[[ Study material, beginning ]]
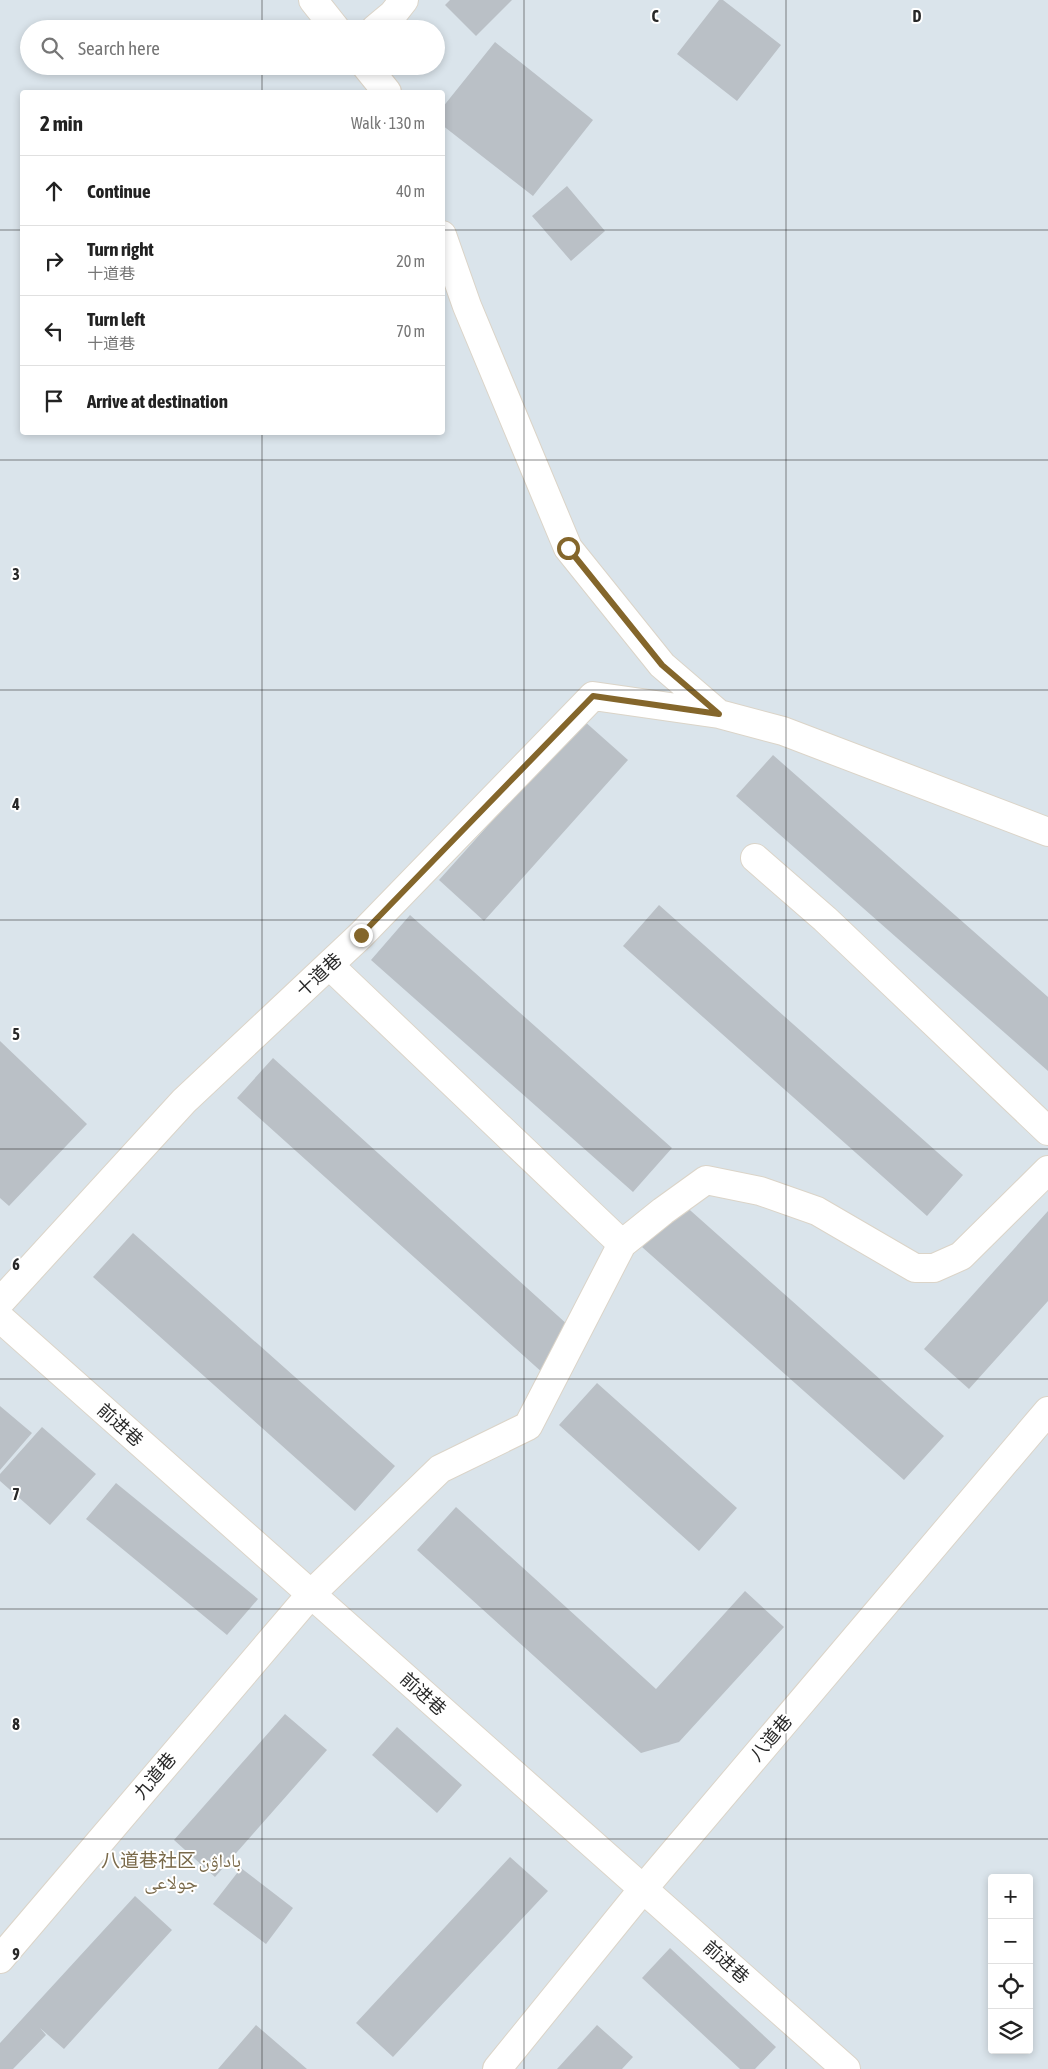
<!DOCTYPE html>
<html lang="en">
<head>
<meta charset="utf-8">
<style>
	:root { --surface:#fff; --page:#f2f2f2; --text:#222; --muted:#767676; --line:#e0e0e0 }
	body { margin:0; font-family:"Asap Condensed","Noto Naskh Arabic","Noto Sans SC",sans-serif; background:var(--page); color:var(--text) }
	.controls { position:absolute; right:15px; bottom:15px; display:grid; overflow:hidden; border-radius:5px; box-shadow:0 2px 8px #0003 }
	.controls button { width:45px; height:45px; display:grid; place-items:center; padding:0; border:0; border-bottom:1px solid var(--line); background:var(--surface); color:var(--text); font:25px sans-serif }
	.stop { position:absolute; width:15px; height:15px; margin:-11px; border:4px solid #84662b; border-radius:50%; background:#fff }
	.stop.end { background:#84662b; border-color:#fff; box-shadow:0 1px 5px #0008 }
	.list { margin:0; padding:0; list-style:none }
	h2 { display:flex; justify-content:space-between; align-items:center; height:65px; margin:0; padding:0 20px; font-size:21px }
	h2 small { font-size:16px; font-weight:400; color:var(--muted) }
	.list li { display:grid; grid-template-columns:32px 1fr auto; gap:15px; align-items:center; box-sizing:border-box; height:70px; padding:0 20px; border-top:1px solid var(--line) }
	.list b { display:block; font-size:19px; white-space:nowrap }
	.list p { margin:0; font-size:16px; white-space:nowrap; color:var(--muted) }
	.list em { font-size:16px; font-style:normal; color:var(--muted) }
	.icon { flex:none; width:28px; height:28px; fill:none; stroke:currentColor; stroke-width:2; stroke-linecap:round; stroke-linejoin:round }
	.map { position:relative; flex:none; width:1048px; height:2069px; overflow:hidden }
	.search { position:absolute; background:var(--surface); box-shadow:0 2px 8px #0003; left:20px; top:20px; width:425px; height:55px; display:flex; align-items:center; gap:12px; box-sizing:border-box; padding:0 18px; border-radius:28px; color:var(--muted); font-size:19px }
	.panel { position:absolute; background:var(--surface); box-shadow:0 2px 8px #0003; left:20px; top:90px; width:425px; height:345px; border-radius:5px }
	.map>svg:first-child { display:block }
	.building { fill:#bac0c6 }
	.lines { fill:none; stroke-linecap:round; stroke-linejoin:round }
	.minor-casing { stroke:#dbd4c8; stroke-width:30 }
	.minor { stroke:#fff; stroke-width:28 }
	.route { stroke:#84662b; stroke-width:6 }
	.grid { fill:none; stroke:#282828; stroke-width:1; stroke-opacity:0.55 }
	.labels { text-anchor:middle; stroke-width:4; stroke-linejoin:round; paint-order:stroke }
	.street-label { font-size:18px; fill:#282828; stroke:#fff }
	.neighbourhood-label { font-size:19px; fill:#796949; stroke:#fff }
	.grid-label { font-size:16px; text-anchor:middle; font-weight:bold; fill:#282828; stroke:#fff; stroke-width:4; stroke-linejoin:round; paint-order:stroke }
</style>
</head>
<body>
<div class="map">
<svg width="1048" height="2069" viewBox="0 0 1048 2069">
	<rect width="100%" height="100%" fill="#dae4eb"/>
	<path class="building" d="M450,0H512L476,36L445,5Z
		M719,0H723L781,45L737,101L677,54Z
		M495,42L593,120L533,196L442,125V108Z
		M567,186L605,231L571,261L532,216Z
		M583,720L628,760L484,921L439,880Z
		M773,755L1048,997V1071L736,796Z
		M659,905L963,1175L927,1216L623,946Z
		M410,915L672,1148L633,1192L371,960Z
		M0,1041L87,1124L9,1206L0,1198Z
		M273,1058L579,1335L544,1374L237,1098Z
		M682,1203L944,1436L904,1480L642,1247Z
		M1048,1211V1301L969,1389L924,1349Z
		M133,1233L395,1466L355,1511L93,1277Z
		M597,1383L737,1508L699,1551L559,1425Z
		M0,1406L32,1433L0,1470Z
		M42,1427L96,1474L50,1525L0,1481V1474Z
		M116,1483L258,1599L227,1635L86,1519Z
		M456,1507L656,1689L745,1591L784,1627L679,1742L641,1753L417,1550Z
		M285,1714L327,1750L215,1877L174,1840Z
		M397,1727L462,1785L437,1813L372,1755Z
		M510,1857L548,1891L393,2057L356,2023Z
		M241,1868L293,1908L266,1944L213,1904Z
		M135,1896L172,1930L64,2049L40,2028L46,2035L13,2069H0V2043Z
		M670,1948L776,2047L755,2069H740L642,1978Z
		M256,2025L307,2069H218Z
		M597,2025L633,2057L622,2069H557Z"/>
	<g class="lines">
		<g class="minor-casing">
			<path id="minor" d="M313,0L336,29
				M375,29L393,14L404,0
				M366,66L387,92
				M442,235L467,306L568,548L662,665L719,714L783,731L1048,832
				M755,858L825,919L1048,1131
				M329,965L622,1244
				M0,1302L184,1101L361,935L593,696L719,714
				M0,1318L846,2069
				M0,1959L311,1594L440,1469L528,1426L622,1244L663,1211L706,1180L760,1191L817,1211L915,1268H934L961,1256L1048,1170
				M497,2069L643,1889L1048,1411"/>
		</g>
		<use href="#minor" class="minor"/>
	</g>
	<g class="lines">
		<path class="route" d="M361,935L593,696L719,714L662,665L568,548"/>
	</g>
	<path class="grid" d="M262,0V29M524,0V2069M786,0V2069M262,66V92M0,230H22M442,230H1048M262,432V2069M0,460H1048M0,690H1048M0,920H1048M0,1149H1048M0,1379H1048M0,1609H1048M0,1839H1048"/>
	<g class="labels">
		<g class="street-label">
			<text transform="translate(319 975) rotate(-43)" y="6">十道巷</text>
			<text transform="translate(120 1425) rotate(42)" y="6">前进巷</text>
			<text transform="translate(423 1694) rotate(42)" y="6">前进巷</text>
			<text transform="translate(771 1738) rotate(-50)" y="6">八道巷</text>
			<text transform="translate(155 1776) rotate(-50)" y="6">九道巷</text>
			<text transform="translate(726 1962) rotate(42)" y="6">前进巷</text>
		</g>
		<g class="neighbourhood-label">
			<text x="171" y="1867">八道巷社区 باداۋن<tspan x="171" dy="22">جولاعى</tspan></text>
		</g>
	</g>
	<g class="grid-label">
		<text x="655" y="22">C</text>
		<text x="917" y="22">D</text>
		<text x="16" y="580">3</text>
		<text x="16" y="810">4</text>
		<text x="16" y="1040">5</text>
		<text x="16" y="1270">6</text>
		<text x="16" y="1500">7</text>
		<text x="16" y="1730">8</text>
		<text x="16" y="1960">9</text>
	</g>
</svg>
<div class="controls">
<button>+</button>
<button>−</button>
<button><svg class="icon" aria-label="locate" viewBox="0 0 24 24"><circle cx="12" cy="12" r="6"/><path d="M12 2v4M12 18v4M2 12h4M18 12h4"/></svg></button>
<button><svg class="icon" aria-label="layers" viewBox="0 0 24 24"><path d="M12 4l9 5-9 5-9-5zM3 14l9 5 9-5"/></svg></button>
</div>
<div class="stop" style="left:568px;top:548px"></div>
<div class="stop end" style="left:361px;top:935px"></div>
<div class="search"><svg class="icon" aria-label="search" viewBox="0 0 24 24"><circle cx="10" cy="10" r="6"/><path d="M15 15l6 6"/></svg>Search here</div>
<section class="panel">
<h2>2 min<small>Walk · 130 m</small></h2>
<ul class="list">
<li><svg class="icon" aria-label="ahead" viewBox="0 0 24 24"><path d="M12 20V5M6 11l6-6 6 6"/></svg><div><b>Continue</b></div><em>40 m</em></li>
<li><svg class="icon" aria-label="right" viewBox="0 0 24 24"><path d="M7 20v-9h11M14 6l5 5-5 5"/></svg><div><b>Turn right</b><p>十道巷</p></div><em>20 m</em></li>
<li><svg class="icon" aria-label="left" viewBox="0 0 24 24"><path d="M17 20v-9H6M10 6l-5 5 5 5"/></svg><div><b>Turn left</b><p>十道巷</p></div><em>70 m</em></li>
<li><svg class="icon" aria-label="arrive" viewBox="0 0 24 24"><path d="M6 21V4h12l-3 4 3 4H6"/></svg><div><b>Arrive at destination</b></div></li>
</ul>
</section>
</div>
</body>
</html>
[[ Study material, end ]]
Task to carry out » Reproduce the lines above, beginning at the line with "M670,1948L776,2047L755,2069H740L642,1978Z" and stopping after the line with "<button>+</button>", exactly as they are.

Task result »
		M670,1948L776,2047L755,2069H740L642,1978Z
		M256,2025L307,2069H218Z
		M597,2025L633,2057L622,2069H557Z"/>
	<g class="lines">
		<g class="minor-casing">
			<path id="minor" d="M313,0L336,29
				M375,29L393,14L404,0
				M366,66L387,92
				M442,235L467,306L568,548L662,665L719,714L783,731L1048,832
				M755,858L825,919L1048,1131
				M329,965L622,1244
				M0,1302L184,1101L361,935L593,696L719,714
				M0,1318L846,2069
				M0,1959L311,1594L440,1469L528,1426L622,1244L663,1211L706,1180L760,1191L817,1211L915,1268H934L961,1256L1048,1170
				M497,2069L643,1889L1048,1411"/>
		</g>
		<use href="#minor" class="minor"/>
	</g>
	<g class="lines">
		<path class="route" d="M361,935L593,696L719,714L662,665L568,548"/>
	</g>
	<path class="grid" d="M262,0V29M524,0V2069M786,0V2069M262,66V92M0,230H22M442,230H1048M262,432V2069M0,460H1048M0,690H1048M0,920H1048M0,1149H1048M0,1379H1048M0,1609H1048M0,1839H1048"/>
	<g class="labels">
		<g class="street-label">
			<text transform="translate(319 975) rotate(-43)" y="6">十道巷</text>
			<text transform="translate(120 1425) rotate(42)" y="6">前进巷</text>
			<text transform="translate(423 1694) rotate(42)" y="6">前进巷</text>
			<text transform="translate(771 1738) rotate(-50)" y="6">八道巷</text>
			<text transform="translate(155 1776) rotate(-50)" y="6">九道巷</text>
			<text transform="translate(726 1962) rotate(42)" y="6">前进巷</text>
		</g>
		<g class="neighbourhood-label">
			<text x="171" y="1867">八道巷社区 باداۋن<tspan x="171" dy="22">جولاعى</tspan></text>
		</g>
	</g>
	<g class="grid-label">
		<text x="655" y="22">C</text>
		<text x="917" y="22">D</text>
		<text x="16" y="580">3</text>
		<text x="16" y="810">4</text>
		<text x="16" y="1040">5</text>
		<text x="16" y="1270">6</text>
		<text x="16" y="1500">7</text>
		<text x="16" y="1730">8</text>
		<text x="16" y="1960">9</text>
	</g>
</svg>
<div class="controls">
<button>+</button>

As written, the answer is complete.